The fact they haven't been explicitly weaved as pieces here and there to make a "common effort", doesn't mean they can't be fused, by me, you, whoever takes it... just being careful with not stealing the actual work of others...

Posted: Wed Apr 04, 2007 9:01 am
by ehird
IMO, my point still stands.

Posted: Wed Apr 04, 2007 10:38 am
by ~
ehird wrote:IMO, my point still stands.
I don't know what your point is; I guess it's an unification of what has been expressed in this thread and the ideology around this place... :?

Posted: Wed Apr 04, 2007 11:00 am
by Combuster
@ehird: ~ is very well allowed to take together free parts of oses to build his own, independent of what fundamentalist ideas there are attached to it, So i guess your point does not hold.

@Solar: IMO The fact that the majority does not like the idea of working on a community OS doesn't mean there are not enough people willing to take on the adventure. Surely the topic has been posted 12 times - there must be at least as many people interested in cooperating?

@~: There are better ways to get people than to post a thread inviting people. In the meantime, you may want to look around my codebase. I didn't license it public domain for nothing :wink:

Posted: Wed Apr 04, 2007 11:12 am
by mystran
If everyone wanted the same thing, we could just go hacking Linux. It was a hobby originally, and for many people it's still a hobby, even if it's grown to be big. For some reason though, people keep thinking of alternative designs.

Posted: Wed Apr 04, 2007 1:41 pm
by Alboin
The only way a community project of that sort would work, would be if the 'OS' would be completely made into very separate modules each developed by different people.
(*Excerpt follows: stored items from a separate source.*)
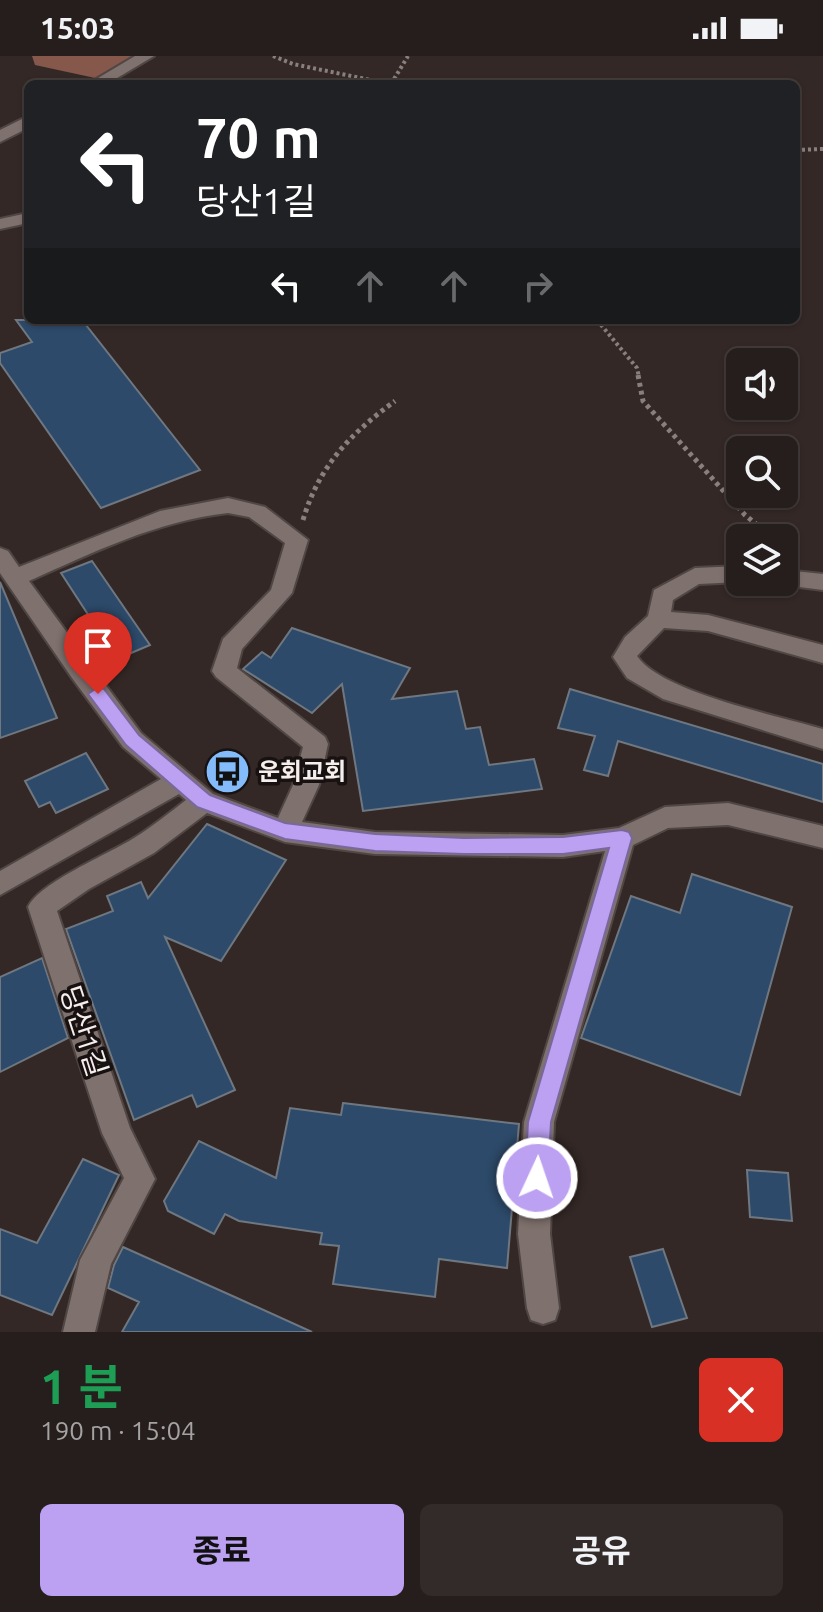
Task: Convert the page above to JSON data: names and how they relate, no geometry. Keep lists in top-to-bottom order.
{
  "streets": {
    "street": ["당산1길"]
  },
  "places": {
    "bus stop": ["운회교회"]
  },
  "page": {
    "status": "15:03",
    "turn": ["70 m", "당산1길"],
    "heading": ["1 분", "190 m · 15:04"],
    "buttons": ["종료", "공유"]
  }
}
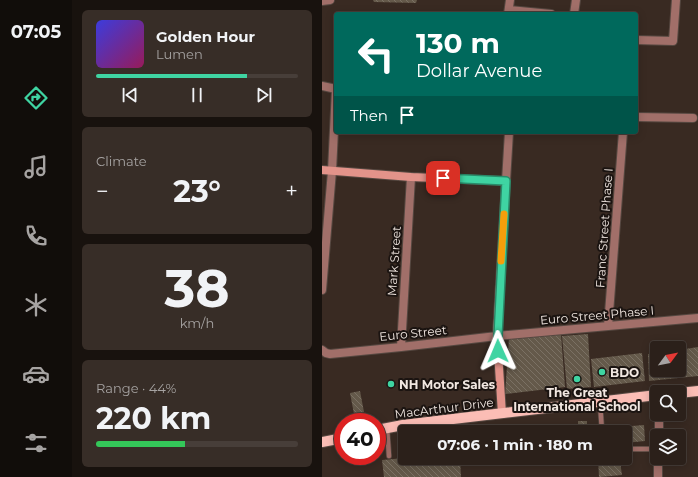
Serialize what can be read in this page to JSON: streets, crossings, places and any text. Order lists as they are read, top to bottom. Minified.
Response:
{"streets":{"main road":["MacArthur Drive"],"street":["Franc Street Phase I","Mark Street","Euro Street Phase I","Euro Street"]},"crossings":[["Franc Street Phase I","Euro Street Phase I"],["Mark Street","Euro Street"],["Euro Street Phase I","Euro Street"]],"places":["BDO","The Great International School","NH Motor Sales"],"north":"top right","page":{"tabs":"07:05","turn":["130 m","Dollar Avenue"],"song":["Golden Hour","Lumen"],"then":"Then","tile":["Climate",["38","km/h"],["Range · 44%","220 km"]],"heat":["−","23°","+"],"limit":"40","trip":"07:06 · 1 min · 180 m"}}
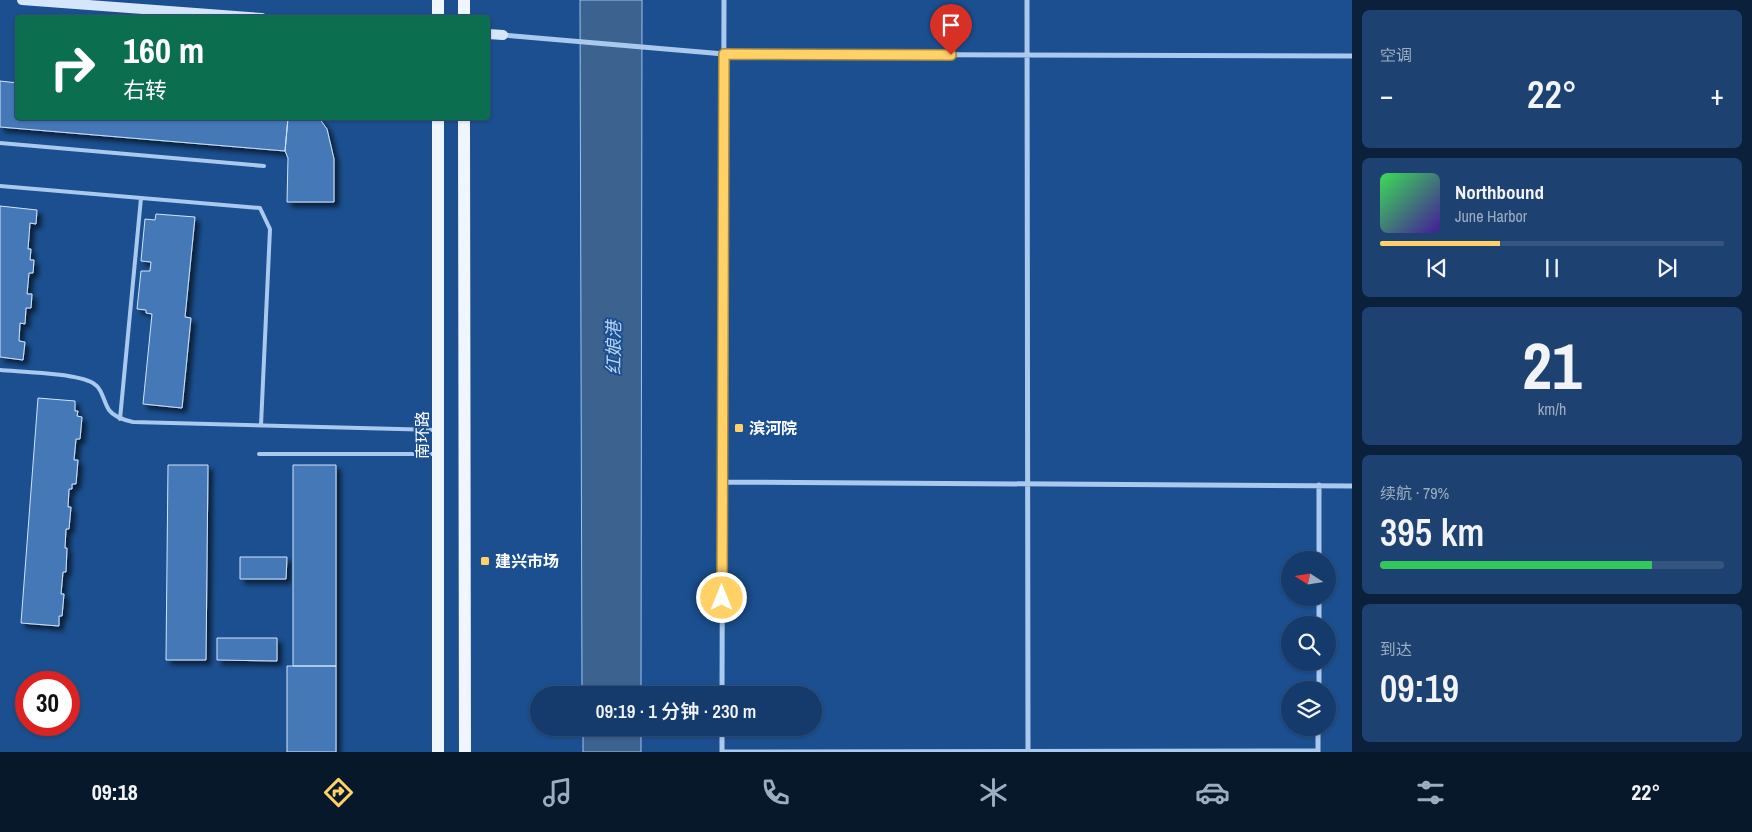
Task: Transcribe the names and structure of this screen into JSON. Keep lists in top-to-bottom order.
{
  "streets": {
    "main road": ["南环路"]
  },
  "water": ["红娘港"],
  "places": {
    "transit": ["滨河院", "建兴市场"]
  },
  "north": "left",
  "page": {
    "tile": [
      "空调",
      ["21", "km/h"],
      ["续航 · 79%", "395 km"],
      ["到达", "09:19"]
    ],
    "turn": ["160 m", "右转"],
    "heat": ["−", "22°", "+"],
    "song": ["Northbound", "June Harbor"],
    "limit": "30",
    "trip": "09:19 · 1 分钟 · 230 m",
    "tabs": ["09:18", "22°"]
  }
}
This way, the entire group doesn't decide on a feature, but the group actually writing it. Granted, you would still have to all decide on the major issues on design and how these modules come together, but that could be figured out by a direct head, or project leader who would be someone picked out of the community to head it.

Ahem....I can't speak today. Please excuse the above if it sounds horribly confusing. :wink:

Posted: Wed Apr 04, 2007 2:27 pm
by Tyler
ehird wrote:HOBBY = not common, we're doing this for fun
People also have VERY different tastes in OS'.
Don't speak for the community... I personally post here out of my interest in OSDev and not in relation to any of my actual development, but my OS happens to be serious all the way and in no way a hobby.

Posted: Wed Apr 04, 2007 2:31 pm
by mystran
Alboin wrote:The only way a community project of that sort would work, would be if the 'OS' would be completely made into very separate modules each developed by different people. This way, the entire group doesn't decide on a feature, but the group actually writing it. Granted, you would still have to all decide on the major issues on design and how these modules come together, but that could be figured out by a direct head, or project leader who would be someone picked out of the community to head it.
The idea is beautiful, but there is a certain problem. It is very hard to design a sound kernel to be modular enough, that you can hope to have different people implement different parts of it.

Basicly, in a typical kernel, there's the following relatively independent modules:

- kernel proper (threading/scheduling/interrupts/semaphores/timers)
- memore management (physical/virtual/kernel heap)
- IO (filesystems/IPC)
- drivers, each largely independent, though interfaces must be common
- userspace issues (processes/signals/open files)

Now, kernel proper will depend on some memory management, while everything else will depend on kernel proper (memory management possibly least). IO will depend on kernel proper and memory management. Drivers will depend on IO, memory, and kernel proper. Userspace will depend on everything.

However, the kernel proper will need to be aware of userspace issues to some extent, so in the end you end up with a system where everything depend on everything, at least a bit. That would mean you'd need to have a finished design before you can easily separate the tasks. The internal design of each module will likely have effects on what it needs from other modules.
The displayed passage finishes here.